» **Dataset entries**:

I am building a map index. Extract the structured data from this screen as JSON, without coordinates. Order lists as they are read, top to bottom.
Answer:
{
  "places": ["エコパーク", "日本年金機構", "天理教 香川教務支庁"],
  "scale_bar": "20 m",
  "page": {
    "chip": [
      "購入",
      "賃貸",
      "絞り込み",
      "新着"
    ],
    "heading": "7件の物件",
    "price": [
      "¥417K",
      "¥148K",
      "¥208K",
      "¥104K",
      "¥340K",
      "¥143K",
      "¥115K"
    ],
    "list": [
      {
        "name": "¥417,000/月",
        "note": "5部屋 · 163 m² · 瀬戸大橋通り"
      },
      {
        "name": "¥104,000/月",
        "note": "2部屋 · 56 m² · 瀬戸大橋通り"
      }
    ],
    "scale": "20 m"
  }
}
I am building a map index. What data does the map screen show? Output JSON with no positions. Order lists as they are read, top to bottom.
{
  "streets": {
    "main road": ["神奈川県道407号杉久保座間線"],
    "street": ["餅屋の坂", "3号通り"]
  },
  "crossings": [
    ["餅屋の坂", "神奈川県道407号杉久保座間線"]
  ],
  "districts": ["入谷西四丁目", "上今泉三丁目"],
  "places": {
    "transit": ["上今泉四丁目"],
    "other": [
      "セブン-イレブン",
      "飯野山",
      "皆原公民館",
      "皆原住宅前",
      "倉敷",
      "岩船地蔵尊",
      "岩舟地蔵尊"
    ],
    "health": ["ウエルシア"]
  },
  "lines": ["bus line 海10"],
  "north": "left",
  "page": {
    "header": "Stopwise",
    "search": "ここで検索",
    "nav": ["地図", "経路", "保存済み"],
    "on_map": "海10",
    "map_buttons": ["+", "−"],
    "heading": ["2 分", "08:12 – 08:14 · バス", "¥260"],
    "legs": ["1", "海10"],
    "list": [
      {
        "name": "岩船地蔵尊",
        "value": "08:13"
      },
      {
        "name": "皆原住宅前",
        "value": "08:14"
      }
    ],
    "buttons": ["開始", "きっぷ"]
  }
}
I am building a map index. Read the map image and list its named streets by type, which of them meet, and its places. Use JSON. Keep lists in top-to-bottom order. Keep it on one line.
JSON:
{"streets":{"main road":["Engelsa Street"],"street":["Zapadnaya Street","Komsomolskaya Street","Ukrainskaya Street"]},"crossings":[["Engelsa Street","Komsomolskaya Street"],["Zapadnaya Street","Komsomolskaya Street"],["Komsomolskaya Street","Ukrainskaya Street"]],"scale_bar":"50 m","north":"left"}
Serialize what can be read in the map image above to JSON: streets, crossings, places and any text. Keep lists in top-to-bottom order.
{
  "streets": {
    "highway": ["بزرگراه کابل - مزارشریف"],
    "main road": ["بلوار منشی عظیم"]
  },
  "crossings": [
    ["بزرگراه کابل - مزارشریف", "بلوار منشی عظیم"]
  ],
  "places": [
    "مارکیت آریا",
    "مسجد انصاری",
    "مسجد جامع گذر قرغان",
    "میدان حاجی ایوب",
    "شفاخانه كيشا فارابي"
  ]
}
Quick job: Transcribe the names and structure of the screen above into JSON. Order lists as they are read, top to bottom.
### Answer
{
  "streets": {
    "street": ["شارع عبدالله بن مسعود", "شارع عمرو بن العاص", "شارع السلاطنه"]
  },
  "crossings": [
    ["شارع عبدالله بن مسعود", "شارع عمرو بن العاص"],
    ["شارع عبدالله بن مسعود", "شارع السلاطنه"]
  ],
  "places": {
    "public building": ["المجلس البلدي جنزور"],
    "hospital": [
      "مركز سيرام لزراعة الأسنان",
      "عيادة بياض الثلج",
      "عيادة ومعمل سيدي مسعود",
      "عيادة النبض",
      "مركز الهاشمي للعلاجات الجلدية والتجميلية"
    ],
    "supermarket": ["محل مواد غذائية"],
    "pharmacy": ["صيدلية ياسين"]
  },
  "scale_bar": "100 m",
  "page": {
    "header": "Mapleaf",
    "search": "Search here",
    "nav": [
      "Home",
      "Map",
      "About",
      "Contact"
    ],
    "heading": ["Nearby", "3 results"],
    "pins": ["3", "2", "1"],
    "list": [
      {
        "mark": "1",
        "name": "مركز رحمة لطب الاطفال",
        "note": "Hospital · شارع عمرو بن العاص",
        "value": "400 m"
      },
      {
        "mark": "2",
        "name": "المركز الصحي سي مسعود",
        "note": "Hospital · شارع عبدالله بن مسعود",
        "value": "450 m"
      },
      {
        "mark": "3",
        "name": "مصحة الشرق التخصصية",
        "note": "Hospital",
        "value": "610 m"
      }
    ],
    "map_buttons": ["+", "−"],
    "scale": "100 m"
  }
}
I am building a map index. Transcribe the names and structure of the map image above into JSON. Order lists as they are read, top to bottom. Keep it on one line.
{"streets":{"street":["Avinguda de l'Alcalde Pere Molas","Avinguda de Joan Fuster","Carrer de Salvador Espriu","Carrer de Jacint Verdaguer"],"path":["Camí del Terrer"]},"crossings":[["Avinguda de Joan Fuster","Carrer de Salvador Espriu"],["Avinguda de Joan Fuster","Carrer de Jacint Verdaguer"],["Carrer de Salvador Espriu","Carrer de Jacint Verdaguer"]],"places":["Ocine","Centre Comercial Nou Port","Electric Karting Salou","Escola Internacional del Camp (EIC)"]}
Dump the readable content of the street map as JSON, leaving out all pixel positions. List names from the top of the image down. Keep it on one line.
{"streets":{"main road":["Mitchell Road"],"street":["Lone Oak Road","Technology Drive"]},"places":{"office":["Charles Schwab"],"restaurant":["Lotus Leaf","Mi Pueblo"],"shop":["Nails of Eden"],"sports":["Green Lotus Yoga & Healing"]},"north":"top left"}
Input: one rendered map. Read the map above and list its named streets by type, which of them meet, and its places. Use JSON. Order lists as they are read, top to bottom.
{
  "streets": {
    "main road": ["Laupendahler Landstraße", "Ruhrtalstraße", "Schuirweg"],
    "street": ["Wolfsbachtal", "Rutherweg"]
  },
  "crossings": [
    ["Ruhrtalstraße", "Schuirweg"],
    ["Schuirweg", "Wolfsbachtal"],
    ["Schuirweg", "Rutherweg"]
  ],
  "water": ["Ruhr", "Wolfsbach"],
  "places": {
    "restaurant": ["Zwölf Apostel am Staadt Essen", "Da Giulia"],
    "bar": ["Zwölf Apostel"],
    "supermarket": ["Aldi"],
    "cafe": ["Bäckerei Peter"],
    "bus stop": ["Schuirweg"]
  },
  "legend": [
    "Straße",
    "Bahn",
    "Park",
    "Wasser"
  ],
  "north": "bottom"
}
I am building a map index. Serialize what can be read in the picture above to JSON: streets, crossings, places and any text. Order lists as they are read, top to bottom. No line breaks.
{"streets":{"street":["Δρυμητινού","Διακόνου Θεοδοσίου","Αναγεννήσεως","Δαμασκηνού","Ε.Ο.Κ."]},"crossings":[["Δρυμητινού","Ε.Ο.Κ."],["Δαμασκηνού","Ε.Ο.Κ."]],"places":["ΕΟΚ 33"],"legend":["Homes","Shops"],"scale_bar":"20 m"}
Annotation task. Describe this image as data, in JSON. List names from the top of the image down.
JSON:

» **Task details**:
Return all lines from the entries that contain the string "this".

» **Answer space**:
I am building a map index. Extract the structured data from this screen as JSON, without coordinates. Order lists as they are read, top to bottom.
Annotation task. Describe this image as data, in JSON. List names from the top of the image down.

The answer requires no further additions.